--- Records for this task ---

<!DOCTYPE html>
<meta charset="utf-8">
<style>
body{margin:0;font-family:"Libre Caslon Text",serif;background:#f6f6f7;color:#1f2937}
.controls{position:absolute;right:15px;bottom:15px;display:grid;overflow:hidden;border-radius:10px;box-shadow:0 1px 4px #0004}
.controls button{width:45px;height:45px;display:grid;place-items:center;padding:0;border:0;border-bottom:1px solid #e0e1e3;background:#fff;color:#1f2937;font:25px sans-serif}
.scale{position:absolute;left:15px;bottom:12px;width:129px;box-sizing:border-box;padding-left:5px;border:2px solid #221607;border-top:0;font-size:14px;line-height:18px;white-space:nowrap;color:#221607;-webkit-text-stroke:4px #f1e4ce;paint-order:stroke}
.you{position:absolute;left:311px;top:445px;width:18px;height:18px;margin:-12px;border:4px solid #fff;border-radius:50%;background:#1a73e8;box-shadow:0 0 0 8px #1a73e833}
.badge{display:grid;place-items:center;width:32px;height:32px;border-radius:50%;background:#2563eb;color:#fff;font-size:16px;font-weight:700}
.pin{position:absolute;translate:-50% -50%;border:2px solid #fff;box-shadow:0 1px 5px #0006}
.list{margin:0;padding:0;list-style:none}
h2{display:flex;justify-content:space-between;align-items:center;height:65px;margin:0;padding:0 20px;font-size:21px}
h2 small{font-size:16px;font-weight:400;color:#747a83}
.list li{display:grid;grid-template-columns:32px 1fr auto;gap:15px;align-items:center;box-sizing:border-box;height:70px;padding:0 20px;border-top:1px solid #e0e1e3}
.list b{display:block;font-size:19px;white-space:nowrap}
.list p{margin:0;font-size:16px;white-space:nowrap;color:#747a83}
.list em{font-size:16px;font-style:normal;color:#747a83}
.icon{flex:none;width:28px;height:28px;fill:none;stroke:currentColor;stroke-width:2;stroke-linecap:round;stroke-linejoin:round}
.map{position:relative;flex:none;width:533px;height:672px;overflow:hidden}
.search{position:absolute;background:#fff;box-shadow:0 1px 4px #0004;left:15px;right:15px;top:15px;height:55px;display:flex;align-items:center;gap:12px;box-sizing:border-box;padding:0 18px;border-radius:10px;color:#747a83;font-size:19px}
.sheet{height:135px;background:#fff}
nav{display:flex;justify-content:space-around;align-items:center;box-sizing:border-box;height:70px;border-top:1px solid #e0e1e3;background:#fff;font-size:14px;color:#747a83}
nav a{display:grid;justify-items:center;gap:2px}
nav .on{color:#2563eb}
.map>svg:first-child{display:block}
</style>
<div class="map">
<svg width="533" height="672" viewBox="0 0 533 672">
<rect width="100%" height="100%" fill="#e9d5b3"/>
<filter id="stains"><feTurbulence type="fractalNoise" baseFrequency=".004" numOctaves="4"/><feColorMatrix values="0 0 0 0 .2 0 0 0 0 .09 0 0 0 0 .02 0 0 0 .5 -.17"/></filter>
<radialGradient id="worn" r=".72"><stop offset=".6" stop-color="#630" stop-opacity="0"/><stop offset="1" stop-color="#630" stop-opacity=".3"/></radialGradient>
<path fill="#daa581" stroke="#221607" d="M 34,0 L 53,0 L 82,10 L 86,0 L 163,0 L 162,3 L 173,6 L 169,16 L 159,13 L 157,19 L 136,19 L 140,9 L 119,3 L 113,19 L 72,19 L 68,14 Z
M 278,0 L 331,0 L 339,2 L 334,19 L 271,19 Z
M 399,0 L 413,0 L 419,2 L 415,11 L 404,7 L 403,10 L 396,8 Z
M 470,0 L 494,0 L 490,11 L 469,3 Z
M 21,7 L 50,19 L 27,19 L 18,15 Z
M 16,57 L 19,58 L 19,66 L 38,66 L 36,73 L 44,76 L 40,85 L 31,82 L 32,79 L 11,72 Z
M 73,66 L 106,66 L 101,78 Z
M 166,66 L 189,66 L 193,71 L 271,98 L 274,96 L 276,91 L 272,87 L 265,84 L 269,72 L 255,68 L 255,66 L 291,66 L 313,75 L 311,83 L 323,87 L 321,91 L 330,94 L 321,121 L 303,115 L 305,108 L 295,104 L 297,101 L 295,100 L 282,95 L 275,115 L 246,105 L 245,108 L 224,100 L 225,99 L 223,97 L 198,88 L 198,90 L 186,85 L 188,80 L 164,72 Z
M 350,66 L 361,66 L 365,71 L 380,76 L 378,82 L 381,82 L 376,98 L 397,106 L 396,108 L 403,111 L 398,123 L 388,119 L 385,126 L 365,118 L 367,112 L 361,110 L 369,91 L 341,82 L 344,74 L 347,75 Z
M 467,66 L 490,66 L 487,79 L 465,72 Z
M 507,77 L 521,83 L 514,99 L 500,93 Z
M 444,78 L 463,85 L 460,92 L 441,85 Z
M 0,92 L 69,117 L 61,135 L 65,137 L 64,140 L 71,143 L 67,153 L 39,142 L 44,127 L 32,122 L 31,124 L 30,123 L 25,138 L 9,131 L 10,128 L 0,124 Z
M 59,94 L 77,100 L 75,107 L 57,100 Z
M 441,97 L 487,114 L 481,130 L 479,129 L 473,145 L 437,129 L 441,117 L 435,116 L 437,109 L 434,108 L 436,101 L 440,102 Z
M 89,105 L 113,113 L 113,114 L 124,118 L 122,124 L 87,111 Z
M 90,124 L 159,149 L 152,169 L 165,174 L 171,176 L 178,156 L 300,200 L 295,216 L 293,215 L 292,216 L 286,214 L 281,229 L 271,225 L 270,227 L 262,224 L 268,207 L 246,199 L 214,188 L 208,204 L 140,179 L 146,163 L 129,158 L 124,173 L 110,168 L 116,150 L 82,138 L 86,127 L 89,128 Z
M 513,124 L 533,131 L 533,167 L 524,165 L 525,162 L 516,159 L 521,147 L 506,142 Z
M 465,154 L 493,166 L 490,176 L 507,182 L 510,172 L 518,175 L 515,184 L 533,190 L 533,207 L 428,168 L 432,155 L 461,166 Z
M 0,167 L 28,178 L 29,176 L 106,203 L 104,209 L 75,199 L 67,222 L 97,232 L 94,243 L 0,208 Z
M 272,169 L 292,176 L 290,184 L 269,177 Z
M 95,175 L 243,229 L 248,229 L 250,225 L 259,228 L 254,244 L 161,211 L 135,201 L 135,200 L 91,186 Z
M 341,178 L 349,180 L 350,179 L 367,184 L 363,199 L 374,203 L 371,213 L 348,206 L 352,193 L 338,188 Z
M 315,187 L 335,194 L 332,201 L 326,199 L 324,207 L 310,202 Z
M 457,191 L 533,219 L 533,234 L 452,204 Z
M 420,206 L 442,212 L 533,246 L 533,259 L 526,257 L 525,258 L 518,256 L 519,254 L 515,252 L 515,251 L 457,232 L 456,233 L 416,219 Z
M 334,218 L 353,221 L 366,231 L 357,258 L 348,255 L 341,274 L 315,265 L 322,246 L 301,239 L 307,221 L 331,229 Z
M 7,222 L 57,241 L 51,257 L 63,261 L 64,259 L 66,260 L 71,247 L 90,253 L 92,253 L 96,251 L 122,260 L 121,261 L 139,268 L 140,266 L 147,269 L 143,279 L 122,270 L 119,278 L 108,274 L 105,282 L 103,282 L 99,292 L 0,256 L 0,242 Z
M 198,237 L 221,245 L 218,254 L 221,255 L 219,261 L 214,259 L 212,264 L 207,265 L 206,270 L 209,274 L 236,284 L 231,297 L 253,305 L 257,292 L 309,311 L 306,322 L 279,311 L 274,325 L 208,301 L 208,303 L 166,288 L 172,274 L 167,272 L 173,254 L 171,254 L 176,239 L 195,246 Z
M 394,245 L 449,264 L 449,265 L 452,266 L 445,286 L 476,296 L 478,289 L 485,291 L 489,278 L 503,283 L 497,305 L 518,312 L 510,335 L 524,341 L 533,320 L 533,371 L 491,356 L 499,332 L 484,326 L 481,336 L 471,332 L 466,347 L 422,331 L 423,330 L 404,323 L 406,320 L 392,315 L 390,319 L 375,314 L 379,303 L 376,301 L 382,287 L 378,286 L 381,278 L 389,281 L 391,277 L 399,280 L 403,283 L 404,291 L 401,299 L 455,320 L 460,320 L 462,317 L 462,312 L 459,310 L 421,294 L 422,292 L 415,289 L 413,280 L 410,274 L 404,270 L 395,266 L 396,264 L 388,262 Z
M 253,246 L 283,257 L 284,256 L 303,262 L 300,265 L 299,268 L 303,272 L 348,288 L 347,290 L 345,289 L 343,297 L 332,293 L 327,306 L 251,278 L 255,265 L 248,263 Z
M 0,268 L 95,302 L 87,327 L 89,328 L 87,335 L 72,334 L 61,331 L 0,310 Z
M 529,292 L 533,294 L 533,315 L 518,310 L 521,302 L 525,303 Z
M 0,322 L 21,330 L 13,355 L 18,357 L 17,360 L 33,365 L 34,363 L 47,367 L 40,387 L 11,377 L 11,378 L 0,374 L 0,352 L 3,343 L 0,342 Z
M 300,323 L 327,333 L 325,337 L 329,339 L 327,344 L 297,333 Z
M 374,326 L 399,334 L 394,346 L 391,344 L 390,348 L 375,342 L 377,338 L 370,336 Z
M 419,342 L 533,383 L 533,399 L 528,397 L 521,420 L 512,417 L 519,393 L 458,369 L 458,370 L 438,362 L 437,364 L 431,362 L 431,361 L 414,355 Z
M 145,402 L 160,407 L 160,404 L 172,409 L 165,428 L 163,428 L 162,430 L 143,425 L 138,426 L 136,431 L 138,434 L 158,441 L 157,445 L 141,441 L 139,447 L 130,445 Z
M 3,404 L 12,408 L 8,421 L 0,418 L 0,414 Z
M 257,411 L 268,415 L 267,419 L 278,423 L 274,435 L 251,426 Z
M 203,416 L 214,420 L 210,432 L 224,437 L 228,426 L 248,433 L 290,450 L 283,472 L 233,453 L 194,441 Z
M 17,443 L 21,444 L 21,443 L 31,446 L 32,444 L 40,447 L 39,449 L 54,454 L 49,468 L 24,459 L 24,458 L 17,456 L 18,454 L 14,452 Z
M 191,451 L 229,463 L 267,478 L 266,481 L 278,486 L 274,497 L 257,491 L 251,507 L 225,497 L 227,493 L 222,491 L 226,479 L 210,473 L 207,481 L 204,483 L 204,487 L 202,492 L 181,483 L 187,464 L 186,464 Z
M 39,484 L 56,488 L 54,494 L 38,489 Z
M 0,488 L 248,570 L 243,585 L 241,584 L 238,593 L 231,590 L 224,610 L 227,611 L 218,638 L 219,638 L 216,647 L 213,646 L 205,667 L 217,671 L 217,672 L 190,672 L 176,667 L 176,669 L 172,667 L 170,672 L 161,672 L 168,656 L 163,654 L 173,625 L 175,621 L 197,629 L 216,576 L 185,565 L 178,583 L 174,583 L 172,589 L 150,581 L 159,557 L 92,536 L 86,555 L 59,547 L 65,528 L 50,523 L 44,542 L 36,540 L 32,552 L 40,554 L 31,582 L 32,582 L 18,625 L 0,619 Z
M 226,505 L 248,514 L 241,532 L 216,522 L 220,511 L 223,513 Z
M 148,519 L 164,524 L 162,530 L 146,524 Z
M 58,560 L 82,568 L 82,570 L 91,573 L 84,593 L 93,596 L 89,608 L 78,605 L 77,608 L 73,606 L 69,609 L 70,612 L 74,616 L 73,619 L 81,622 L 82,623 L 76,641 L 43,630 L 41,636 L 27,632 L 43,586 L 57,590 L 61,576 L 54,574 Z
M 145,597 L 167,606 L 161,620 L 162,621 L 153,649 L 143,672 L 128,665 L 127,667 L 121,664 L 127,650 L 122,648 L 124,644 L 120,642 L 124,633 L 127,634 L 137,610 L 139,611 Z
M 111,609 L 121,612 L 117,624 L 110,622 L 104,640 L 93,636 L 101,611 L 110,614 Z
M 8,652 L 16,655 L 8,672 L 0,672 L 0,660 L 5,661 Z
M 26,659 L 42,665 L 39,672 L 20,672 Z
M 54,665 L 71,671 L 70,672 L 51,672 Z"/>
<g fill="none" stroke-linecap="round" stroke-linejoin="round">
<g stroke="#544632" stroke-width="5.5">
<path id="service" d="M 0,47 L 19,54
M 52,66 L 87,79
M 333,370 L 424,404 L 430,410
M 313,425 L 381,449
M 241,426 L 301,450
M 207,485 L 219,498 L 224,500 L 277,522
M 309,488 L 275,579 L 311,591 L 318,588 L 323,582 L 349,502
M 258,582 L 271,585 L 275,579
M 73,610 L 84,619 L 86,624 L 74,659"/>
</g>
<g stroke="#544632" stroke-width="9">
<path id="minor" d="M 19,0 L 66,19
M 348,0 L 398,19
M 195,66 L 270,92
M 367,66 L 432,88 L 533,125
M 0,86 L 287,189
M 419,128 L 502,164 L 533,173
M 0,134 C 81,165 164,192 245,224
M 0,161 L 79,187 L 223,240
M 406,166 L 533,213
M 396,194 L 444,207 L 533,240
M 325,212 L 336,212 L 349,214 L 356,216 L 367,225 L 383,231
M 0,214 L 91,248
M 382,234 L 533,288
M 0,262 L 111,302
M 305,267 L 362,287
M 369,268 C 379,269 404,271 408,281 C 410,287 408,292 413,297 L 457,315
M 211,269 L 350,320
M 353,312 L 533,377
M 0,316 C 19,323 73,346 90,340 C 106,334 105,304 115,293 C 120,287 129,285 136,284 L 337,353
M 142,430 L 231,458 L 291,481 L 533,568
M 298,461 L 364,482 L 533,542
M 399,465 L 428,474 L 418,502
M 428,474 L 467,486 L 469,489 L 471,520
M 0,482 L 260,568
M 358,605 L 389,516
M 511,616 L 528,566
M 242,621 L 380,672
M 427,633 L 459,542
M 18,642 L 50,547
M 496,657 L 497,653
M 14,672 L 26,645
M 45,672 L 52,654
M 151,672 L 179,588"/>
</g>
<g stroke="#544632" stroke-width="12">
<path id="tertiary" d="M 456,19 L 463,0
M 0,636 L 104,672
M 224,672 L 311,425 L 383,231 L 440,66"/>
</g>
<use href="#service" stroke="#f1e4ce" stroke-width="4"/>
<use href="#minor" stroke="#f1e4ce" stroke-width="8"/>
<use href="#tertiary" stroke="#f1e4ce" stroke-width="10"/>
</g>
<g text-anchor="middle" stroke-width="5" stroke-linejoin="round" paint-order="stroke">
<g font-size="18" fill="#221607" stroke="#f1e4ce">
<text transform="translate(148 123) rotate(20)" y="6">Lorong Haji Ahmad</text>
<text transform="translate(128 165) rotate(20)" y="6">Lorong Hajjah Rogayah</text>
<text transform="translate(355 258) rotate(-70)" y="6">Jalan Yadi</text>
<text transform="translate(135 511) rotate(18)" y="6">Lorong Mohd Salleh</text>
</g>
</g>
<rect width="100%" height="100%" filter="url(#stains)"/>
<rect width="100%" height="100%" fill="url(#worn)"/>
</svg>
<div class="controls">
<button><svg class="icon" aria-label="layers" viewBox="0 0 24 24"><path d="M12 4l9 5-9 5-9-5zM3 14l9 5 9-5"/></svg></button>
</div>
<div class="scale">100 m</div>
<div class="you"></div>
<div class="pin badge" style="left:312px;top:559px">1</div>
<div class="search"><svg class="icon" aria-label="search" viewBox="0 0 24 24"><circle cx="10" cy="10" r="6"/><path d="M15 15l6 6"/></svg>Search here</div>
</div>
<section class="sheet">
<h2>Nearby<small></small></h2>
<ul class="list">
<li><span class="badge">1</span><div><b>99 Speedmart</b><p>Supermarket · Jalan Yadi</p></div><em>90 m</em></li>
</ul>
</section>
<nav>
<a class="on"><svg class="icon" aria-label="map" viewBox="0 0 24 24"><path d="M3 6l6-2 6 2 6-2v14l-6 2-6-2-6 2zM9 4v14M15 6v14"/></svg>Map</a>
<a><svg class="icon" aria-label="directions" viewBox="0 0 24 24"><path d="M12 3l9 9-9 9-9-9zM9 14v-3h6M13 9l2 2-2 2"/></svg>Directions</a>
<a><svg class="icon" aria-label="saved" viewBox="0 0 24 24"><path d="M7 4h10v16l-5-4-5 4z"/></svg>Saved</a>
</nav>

---

▶ **Problem to work on**: Show all lines above containing "none".

▶ **Exercise result**:
.list{margin:0;padding:0;list-style:none}
.icon{flex:none;width:28px;height:28px;fill:none;stroke:currentColor;stroke-width:2;stroke-linecap:round;stroke-linejoin:round}
.map{position:relative;flex:none;width:533px;height:672px;overflow:hidden}
<g fill="none" stroke-linecap="round" stroke-linejoin="round">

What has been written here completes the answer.